**** EXCERPTED DATA

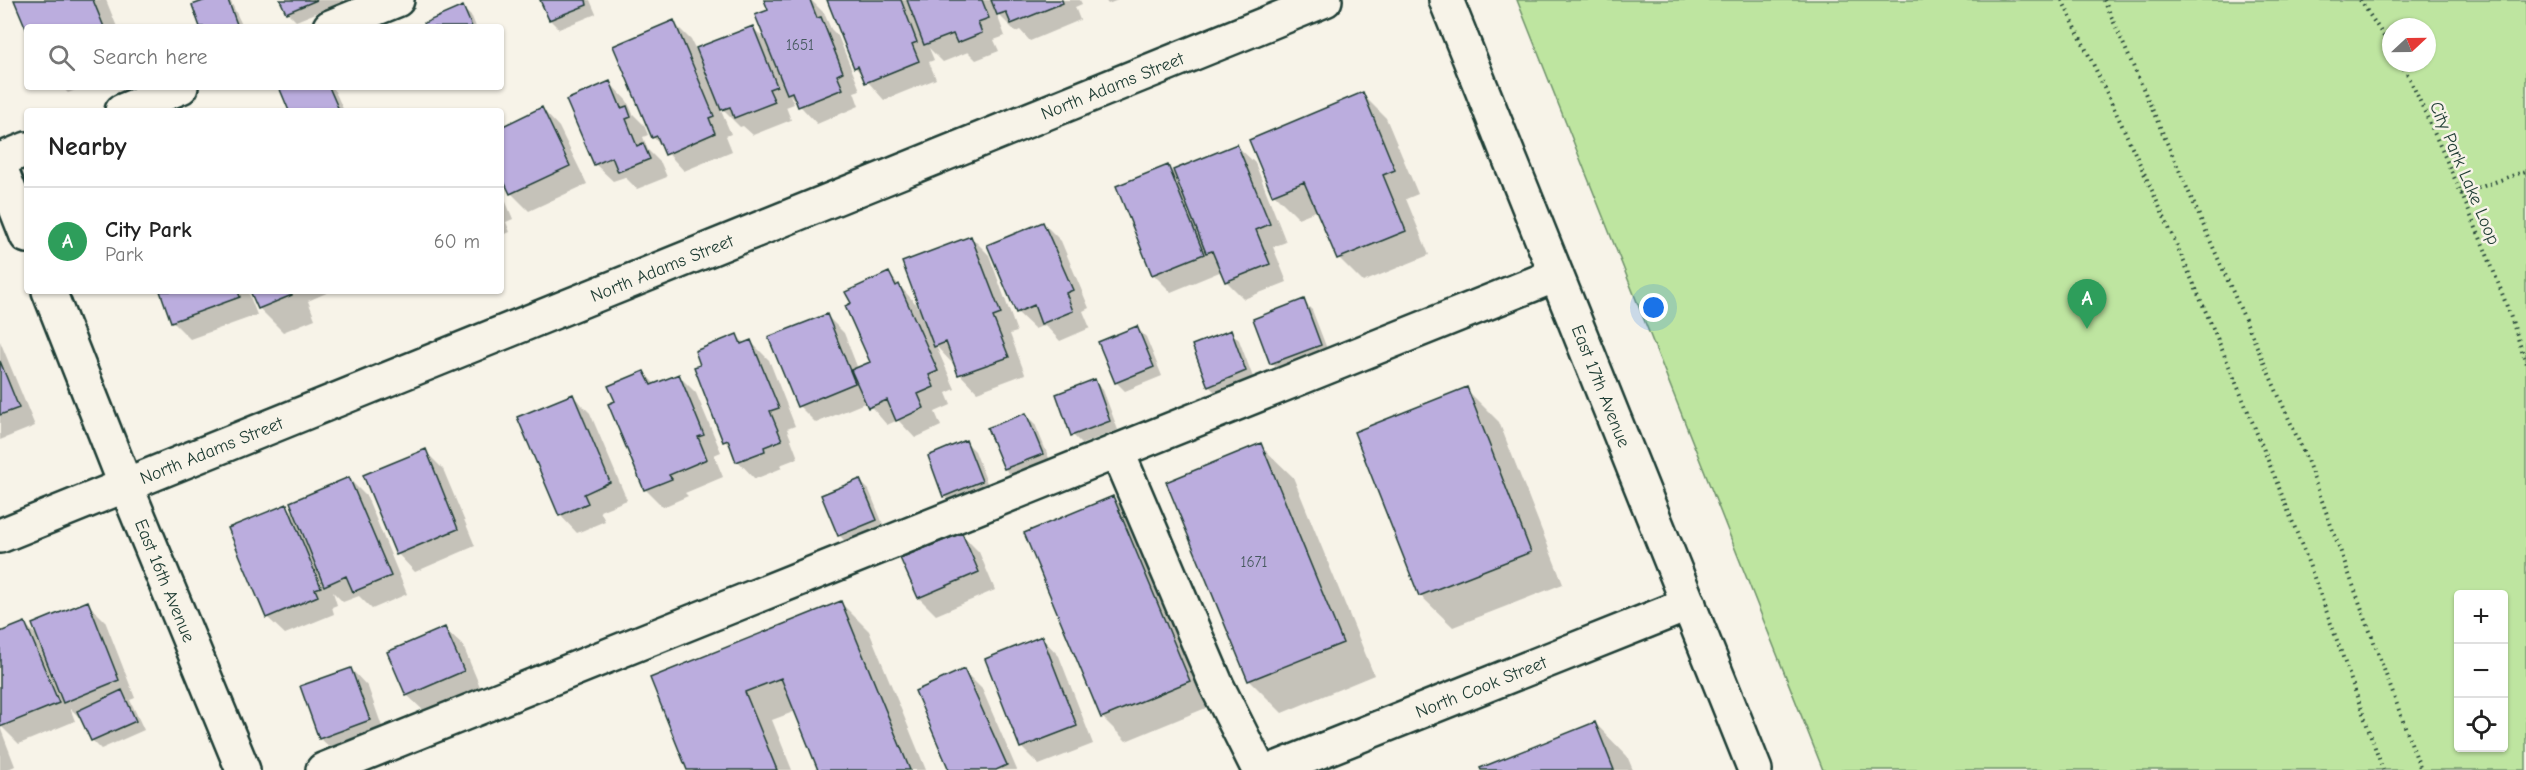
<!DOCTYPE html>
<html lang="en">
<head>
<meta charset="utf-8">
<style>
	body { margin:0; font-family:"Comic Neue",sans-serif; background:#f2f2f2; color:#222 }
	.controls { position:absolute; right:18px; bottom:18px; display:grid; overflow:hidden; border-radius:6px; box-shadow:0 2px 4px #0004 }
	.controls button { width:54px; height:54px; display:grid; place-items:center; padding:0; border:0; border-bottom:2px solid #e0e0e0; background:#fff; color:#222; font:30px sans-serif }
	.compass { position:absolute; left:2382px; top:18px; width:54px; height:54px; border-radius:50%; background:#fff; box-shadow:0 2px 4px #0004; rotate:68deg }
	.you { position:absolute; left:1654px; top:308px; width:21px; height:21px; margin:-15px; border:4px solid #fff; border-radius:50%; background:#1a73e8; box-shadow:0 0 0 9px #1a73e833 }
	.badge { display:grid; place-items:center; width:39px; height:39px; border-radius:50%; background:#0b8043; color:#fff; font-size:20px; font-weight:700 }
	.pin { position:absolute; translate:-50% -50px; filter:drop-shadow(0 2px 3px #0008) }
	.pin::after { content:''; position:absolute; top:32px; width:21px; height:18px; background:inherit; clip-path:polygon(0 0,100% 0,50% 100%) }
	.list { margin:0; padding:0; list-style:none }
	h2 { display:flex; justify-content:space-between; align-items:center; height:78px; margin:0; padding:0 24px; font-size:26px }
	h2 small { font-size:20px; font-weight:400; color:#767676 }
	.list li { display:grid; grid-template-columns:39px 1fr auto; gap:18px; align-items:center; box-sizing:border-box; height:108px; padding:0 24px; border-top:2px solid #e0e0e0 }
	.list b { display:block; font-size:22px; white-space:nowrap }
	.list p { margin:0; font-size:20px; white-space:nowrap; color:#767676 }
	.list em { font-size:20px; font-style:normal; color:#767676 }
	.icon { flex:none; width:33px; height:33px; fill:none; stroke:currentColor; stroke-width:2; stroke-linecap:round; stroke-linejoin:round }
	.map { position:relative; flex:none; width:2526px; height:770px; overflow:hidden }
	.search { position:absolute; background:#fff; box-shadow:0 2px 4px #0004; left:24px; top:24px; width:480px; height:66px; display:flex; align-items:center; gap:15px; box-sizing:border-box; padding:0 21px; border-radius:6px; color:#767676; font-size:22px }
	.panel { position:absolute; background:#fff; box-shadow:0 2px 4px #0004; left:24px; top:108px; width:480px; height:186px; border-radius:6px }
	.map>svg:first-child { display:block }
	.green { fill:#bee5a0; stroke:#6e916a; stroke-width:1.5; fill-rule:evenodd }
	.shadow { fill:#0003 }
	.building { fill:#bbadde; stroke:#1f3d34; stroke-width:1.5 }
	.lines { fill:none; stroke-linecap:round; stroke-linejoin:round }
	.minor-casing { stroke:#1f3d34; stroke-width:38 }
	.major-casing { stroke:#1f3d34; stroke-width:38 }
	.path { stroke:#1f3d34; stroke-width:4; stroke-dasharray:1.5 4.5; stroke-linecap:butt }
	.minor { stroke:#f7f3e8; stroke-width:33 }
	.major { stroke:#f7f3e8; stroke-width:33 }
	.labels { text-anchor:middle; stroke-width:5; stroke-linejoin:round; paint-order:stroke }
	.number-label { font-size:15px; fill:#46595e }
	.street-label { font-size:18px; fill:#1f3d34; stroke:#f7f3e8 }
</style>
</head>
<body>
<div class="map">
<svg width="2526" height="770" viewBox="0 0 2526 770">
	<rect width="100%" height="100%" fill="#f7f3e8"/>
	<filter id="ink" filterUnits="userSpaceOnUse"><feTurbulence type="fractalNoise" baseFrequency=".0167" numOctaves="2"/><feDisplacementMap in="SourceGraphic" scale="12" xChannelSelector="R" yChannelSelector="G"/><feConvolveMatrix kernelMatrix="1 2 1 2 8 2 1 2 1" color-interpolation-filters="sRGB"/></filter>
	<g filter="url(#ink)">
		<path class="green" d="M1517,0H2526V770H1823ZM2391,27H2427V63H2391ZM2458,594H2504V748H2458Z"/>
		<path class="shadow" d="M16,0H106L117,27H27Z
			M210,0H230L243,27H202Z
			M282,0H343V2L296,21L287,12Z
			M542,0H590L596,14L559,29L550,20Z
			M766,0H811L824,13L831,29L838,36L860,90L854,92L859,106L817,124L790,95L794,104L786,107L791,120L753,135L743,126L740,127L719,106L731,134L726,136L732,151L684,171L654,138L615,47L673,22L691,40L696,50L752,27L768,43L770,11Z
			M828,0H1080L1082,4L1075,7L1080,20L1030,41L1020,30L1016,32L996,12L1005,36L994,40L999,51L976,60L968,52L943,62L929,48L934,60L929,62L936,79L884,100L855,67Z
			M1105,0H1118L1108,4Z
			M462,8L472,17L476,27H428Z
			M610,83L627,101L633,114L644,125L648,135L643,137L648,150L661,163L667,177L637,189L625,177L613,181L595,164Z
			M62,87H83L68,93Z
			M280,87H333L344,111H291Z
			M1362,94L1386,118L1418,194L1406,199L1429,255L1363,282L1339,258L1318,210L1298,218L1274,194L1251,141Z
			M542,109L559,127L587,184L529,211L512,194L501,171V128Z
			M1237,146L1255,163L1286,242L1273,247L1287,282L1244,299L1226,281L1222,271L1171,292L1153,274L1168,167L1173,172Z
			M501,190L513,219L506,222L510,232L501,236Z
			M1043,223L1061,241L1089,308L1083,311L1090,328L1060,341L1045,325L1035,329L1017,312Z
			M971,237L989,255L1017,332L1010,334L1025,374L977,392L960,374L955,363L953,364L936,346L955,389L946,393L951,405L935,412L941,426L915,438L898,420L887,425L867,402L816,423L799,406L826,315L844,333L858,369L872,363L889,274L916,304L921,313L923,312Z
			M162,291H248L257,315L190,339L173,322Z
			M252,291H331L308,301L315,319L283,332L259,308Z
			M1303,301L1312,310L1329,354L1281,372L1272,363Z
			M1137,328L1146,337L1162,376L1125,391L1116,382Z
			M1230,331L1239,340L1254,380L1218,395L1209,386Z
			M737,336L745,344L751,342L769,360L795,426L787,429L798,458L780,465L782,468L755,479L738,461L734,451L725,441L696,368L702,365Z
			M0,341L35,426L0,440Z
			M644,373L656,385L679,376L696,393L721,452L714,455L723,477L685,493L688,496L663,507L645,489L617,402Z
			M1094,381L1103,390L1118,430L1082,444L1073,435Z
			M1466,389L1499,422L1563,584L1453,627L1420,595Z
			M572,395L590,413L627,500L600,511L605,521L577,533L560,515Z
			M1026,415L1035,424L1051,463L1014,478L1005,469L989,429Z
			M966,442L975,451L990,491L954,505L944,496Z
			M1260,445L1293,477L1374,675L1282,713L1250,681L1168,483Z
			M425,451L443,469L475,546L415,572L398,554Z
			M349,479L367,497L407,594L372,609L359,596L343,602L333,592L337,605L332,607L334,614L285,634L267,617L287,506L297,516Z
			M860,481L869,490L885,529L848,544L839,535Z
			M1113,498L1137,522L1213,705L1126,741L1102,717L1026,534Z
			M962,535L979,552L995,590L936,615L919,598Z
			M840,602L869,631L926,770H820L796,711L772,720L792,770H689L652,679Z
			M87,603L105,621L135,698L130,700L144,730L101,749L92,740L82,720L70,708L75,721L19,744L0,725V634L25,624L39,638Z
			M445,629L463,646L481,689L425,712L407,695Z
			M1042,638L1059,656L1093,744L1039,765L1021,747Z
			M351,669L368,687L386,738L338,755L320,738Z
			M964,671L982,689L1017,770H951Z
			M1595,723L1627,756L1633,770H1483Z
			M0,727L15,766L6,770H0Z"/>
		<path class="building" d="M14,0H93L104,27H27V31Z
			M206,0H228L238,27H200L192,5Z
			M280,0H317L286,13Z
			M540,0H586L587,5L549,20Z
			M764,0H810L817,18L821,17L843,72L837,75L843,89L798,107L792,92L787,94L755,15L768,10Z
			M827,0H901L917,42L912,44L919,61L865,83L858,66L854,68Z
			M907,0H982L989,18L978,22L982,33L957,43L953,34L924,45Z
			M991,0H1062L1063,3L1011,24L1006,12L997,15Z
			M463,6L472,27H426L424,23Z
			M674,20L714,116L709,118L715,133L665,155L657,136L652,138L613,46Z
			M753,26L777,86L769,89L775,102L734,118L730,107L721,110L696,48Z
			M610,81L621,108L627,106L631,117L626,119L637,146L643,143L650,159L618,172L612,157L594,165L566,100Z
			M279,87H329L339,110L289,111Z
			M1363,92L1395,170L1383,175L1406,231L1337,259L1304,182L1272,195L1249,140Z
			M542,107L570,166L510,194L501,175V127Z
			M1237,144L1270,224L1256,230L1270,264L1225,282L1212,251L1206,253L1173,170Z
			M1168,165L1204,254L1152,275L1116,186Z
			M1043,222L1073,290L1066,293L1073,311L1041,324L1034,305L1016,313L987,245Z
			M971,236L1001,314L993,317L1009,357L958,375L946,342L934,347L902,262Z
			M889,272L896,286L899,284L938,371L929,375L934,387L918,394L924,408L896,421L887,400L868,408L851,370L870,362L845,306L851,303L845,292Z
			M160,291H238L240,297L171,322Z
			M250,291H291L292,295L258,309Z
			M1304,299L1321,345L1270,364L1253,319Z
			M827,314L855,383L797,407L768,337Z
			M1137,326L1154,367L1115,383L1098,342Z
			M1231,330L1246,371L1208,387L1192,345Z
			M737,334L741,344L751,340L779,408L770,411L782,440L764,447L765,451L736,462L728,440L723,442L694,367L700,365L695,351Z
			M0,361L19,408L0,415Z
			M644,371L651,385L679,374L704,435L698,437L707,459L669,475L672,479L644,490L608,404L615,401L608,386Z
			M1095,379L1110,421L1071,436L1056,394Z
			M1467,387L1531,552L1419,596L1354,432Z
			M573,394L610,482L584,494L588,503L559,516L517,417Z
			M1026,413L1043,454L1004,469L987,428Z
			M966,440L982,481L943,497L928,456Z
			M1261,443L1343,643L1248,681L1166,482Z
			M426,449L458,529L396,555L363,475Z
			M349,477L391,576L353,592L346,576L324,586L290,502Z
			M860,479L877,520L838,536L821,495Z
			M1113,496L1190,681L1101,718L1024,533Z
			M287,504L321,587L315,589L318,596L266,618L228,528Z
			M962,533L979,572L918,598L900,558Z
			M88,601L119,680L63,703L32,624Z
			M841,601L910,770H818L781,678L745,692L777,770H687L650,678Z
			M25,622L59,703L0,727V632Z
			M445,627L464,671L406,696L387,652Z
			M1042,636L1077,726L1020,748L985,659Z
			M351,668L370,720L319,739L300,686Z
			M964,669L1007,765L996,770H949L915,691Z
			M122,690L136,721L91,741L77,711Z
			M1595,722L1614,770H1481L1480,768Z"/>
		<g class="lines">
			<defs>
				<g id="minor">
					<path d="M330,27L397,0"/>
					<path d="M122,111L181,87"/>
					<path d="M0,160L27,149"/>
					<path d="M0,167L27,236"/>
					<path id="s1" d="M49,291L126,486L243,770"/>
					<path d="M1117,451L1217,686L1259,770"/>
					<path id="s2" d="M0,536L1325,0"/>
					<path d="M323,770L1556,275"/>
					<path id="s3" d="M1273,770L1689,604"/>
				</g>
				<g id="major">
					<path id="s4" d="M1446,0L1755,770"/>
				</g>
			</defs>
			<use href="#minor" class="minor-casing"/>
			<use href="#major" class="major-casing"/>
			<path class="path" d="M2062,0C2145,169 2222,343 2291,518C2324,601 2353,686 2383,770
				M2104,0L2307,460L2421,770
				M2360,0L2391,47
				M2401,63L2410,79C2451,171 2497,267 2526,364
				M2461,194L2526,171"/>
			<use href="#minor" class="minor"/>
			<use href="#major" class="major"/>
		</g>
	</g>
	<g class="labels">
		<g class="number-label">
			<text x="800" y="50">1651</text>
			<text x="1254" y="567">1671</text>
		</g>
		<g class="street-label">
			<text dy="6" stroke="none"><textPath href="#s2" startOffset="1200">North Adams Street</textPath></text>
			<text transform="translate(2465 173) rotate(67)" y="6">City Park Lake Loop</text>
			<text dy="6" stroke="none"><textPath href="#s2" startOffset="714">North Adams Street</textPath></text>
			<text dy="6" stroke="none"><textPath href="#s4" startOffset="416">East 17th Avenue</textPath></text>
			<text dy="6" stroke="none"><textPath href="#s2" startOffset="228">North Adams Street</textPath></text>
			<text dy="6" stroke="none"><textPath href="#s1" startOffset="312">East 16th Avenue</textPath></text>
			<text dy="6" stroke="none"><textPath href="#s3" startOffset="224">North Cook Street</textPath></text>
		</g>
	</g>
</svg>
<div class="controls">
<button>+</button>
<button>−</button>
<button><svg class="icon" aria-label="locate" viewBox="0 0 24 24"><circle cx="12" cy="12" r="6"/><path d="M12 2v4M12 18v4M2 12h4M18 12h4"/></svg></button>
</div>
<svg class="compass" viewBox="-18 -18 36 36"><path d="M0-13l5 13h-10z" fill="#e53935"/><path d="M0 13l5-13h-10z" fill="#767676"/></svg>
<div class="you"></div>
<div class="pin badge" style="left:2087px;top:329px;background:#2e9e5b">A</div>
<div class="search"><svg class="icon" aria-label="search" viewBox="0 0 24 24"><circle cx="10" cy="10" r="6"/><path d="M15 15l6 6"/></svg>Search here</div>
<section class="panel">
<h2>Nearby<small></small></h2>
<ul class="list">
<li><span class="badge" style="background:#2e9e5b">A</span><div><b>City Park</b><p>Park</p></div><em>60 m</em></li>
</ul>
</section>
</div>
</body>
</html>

********

- TASK ITEM
Every line above from the line with "M1026,415L1035,424L1051,463L1014,478L1005,469L989,429Z" to the line with "M1595,723L1627,756L1633,770H1483Z", both included, must be reproduced exactly, and no other line may appear.

- RESULT
			M1026,415L1035,424L1051,463L1014,478L1005,469L989,429Z
			M966,442L975,451L990,491L954,505L944,496Z
			M1260,445L1293,477L1374,675L1282,713L1250,681L1168,483Z
			M425,451L443,469L475,546L415,572L398,554Z
			M349,479L367,497L407,594L372,609L359,596L343,602L333,592L337,605L332,607L334,614L285,634L267,617L287,506L297,516Z
			M860,481L869,490L885,529L848,544L839,535Z
			M1113,498L1137,522L1213,705L1126,741L1102,717L1026,534Z
			M962,535L979,552L995,590L936,615L919,598Z
			M840,602L869,631L926,770H820L796,711L772,720L792,770H689L652,679Z
			M87,603L105,621L135,698L130,700L144,730L101,749L92,740L82,720L70,708L75,721L19,744L0,725V634L25,624L39,638Z
			M445,629L463,646L481,689L425,712L407,695Z
			M1042,638L1059,656L1093,744L1039,765L1021,747Z
			M351,669L368,687L386,738L338,755L320,738Z
			M964,671L982,689L1017,770H951Z
			M1595,723L1627,756L1633,770H1483Z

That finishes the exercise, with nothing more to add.